## Work instructions:
Please report every line in the entries that contains the string "Minified".

Stored data
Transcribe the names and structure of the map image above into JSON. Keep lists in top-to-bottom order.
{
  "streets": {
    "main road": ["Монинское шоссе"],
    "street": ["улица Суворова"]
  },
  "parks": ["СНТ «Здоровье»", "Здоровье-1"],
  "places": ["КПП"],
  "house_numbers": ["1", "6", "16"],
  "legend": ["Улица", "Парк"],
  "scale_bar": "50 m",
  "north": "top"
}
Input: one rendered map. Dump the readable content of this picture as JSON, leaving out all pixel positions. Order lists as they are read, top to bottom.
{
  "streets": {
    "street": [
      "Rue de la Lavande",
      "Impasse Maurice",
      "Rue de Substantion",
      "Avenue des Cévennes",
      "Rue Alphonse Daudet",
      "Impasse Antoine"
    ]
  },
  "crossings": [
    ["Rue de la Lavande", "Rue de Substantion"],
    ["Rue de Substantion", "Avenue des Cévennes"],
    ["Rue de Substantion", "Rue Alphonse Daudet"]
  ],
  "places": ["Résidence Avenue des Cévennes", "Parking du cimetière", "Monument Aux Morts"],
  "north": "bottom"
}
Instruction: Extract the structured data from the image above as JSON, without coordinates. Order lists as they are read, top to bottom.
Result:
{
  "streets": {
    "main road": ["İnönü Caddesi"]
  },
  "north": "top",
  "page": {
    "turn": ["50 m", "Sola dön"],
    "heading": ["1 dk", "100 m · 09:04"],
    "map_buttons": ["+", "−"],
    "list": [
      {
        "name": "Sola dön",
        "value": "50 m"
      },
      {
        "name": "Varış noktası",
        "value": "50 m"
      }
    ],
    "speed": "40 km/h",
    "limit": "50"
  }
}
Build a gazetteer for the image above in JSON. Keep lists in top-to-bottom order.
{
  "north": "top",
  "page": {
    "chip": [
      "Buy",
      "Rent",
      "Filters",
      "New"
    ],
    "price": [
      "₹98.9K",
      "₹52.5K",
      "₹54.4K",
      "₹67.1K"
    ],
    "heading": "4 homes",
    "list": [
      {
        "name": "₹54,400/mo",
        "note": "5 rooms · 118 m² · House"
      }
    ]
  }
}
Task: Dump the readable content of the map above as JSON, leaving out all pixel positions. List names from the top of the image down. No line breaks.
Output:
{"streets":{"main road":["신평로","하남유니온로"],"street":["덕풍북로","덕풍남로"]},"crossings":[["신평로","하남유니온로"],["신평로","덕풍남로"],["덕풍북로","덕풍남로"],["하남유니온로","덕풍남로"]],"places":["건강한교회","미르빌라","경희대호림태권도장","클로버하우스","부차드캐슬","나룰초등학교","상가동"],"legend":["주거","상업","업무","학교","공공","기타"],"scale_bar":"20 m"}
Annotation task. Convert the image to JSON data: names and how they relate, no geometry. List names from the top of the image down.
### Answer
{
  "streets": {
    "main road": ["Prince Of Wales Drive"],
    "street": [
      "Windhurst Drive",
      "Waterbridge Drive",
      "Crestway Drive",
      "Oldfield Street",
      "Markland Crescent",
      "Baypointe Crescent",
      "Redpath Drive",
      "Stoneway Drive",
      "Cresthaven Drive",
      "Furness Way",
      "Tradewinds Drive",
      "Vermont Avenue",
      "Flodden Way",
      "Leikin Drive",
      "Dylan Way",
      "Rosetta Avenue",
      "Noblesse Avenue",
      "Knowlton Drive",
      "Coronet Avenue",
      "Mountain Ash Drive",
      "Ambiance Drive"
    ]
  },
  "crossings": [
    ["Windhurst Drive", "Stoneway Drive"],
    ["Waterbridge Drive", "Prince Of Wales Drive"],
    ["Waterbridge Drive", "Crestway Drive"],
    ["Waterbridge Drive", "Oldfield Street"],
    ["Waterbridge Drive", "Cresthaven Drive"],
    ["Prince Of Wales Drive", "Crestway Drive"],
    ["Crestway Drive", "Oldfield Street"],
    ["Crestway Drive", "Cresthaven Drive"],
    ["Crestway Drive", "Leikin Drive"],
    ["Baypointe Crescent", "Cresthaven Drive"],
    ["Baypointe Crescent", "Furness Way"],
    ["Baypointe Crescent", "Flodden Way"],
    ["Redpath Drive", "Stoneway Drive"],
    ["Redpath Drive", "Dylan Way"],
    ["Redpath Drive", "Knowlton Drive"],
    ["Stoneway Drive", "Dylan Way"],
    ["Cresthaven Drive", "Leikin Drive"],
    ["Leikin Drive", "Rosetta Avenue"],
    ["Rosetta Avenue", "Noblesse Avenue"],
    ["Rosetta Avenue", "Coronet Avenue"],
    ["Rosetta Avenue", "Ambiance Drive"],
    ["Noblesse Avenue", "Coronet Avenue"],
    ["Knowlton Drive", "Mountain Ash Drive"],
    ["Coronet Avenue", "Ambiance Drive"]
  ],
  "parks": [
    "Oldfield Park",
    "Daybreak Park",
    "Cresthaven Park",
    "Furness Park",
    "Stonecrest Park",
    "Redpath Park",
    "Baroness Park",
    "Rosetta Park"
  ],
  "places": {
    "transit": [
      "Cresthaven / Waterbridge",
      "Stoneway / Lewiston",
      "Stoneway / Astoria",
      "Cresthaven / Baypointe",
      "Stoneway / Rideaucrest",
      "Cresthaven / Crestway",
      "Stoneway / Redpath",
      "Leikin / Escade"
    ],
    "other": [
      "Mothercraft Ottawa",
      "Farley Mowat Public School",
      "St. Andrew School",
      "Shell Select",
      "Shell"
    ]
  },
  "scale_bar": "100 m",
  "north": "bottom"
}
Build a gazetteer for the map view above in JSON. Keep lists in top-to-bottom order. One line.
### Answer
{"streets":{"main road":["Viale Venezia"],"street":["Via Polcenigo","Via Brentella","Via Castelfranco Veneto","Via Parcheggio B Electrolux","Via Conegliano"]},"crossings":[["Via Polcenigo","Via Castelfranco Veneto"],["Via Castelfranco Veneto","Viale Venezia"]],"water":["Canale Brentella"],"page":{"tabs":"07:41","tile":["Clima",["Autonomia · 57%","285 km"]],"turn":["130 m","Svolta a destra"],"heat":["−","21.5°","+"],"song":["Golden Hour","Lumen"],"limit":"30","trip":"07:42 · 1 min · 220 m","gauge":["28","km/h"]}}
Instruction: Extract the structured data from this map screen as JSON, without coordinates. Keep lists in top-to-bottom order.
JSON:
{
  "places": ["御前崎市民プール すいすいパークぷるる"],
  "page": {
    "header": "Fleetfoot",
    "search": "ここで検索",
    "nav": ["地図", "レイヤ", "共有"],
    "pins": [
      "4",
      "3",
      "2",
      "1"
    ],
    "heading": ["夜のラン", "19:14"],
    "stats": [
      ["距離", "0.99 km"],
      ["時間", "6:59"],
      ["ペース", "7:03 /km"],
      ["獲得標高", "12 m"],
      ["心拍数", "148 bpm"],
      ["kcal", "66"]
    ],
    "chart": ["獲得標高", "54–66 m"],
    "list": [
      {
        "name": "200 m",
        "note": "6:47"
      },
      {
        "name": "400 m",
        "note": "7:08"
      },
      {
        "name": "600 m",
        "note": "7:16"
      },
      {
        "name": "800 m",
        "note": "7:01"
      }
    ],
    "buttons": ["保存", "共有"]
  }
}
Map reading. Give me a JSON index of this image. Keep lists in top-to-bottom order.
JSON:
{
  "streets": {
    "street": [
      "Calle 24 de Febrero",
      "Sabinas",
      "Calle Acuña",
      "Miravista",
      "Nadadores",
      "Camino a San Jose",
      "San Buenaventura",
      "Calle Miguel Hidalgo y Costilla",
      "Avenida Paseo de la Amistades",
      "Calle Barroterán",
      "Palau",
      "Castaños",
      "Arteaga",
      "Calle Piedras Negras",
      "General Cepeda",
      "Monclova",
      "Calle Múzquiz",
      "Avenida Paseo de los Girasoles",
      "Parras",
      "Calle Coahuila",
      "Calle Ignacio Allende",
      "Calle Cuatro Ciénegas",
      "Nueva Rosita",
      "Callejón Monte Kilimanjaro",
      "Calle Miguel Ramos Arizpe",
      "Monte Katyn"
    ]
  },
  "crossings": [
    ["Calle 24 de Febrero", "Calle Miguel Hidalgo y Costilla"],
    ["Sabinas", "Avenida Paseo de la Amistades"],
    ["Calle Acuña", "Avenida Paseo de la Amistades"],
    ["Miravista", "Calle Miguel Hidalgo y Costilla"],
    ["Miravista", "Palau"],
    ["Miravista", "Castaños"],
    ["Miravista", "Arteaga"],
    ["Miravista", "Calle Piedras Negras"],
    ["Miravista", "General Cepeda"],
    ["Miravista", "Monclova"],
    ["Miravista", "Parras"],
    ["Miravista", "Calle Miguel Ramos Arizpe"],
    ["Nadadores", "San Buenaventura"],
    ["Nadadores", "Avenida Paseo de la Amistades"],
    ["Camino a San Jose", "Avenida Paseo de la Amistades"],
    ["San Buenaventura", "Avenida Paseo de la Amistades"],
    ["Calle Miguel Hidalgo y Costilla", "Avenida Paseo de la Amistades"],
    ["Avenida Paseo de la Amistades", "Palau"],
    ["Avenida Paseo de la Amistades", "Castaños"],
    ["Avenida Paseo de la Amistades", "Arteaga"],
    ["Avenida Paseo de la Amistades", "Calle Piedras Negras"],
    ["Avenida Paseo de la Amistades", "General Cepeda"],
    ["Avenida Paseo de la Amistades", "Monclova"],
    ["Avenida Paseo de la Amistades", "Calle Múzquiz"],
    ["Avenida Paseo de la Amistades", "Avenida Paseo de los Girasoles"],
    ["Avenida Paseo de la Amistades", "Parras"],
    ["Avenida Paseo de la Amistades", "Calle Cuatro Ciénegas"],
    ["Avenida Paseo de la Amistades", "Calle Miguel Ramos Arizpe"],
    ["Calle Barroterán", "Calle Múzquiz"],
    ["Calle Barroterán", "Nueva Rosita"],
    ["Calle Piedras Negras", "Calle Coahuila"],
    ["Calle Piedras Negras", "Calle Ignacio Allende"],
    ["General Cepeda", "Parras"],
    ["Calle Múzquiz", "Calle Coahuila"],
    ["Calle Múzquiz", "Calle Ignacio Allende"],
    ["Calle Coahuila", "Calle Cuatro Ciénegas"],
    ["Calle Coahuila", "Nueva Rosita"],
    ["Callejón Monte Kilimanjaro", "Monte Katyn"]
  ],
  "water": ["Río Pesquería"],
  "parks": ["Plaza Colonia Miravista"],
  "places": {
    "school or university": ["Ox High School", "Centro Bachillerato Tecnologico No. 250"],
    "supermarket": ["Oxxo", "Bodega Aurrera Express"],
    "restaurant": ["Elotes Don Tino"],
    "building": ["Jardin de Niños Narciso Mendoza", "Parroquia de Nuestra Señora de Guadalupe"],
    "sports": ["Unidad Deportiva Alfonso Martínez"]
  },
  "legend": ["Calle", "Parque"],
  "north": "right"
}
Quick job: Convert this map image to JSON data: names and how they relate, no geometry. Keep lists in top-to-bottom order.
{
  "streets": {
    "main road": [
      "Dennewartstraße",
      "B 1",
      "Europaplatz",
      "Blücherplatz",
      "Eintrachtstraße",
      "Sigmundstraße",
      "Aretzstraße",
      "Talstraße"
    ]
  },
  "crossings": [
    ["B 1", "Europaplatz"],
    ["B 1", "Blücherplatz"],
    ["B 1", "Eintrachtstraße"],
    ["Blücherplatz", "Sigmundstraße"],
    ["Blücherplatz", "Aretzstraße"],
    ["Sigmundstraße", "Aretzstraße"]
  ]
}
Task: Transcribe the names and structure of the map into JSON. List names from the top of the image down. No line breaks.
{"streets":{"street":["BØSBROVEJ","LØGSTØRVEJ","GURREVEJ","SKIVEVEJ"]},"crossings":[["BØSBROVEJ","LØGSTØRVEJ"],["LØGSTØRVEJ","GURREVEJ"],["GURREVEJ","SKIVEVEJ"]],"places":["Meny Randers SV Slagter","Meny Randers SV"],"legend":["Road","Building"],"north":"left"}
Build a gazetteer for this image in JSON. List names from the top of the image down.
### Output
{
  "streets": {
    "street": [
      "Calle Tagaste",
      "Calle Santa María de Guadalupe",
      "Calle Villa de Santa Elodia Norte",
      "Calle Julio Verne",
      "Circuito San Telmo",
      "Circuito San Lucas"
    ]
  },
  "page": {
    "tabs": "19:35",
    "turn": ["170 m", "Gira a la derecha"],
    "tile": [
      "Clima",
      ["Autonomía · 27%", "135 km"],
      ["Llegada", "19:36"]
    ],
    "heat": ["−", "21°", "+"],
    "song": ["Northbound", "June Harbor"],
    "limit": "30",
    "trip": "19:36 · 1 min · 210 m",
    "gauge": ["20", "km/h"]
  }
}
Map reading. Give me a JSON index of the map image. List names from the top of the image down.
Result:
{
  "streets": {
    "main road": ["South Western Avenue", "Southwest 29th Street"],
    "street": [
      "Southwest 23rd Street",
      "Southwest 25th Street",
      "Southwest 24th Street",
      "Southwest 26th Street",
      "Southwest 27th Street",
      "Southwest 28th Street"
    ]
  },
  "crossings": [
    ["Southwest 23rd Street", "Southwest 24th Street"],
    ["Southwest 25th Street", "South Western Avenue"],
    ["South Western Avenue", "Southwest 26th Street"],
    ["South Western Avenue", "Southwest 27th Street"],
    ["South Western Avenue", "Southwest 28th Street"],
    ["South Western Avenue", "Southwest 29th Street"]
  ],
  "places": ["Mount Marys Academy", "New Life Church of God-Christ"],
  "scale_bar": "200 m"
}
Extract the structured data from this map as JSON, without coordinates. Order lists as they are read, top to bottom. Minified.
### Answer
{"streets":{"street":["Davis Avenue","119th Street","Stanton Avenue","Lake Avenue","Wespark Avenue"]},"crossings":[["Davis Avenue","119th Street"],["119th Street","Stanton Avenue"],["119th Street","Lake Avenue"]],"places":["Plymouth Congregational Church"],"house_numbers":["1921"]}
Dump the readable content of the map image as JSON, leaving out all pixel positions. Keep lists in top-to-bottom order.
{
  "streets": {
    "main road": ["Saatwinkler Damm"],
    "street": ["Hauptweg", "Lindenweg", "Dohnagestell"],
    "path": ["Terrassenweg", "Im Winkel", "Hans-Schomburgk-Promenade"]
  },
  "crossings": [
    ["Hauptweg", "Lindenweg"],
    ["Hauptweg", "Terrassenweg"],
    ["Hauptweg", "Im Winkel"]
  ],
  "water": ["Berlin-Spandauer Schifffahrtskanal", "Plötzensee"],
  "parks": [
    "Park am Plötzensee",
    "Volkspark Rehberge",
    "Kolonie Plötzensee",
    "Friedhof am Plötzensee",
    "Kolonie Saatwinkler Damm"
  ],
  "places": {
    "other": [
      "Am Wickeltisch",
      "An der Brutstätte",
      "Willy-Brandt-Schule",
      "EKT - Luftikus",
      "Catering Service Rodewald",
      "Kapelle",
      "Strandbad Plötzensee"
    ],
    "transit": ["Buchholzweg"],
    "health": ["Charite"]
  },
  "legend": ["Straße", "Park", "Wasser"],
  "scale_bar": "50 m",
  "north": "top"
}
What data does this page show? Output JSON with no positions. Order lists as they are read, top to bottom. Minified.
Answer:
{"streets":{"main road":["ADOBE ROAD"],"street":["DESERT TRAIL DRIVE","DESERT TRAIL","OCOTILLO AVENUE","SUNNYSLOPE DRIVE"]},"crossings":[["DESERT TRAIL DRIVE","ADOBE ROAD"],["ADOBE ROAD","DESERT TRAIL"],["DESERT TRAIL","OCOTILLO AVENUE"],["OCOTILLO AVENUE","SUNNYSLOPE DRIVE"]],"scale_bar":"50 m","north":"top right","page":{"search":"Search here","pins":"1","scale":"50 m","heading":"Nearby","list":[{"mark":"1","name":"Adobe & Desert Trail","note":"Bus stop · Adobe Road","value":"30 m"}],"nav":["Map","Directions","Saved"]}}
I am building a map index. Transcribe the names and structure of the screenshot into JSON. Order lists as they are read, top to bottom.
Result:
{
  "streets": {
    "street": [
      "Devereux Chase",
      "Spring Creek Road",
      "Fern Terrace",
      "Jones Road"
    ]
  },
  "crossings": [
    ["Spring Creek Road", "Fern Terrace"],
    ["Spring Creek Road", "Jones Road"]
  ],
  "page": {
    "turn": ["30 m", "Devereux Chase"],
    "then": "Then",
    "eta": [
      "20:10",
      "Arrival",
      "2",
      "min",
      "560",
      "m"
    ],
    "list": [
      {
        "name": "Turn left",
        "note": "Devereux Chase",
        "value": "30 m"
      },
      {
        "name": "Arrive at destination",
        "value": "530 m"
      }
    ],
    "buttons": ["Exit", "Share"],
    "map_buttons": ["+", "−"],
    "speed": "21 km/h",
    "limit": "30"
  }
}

## Result for this task:
Extract the structured data from this map as JSON, without coordinates. Order lists as they are read, top to bottom. Minified.
What data does this page show? Output JSON with no positions. Order lists as they are read, top to bottom. Minified.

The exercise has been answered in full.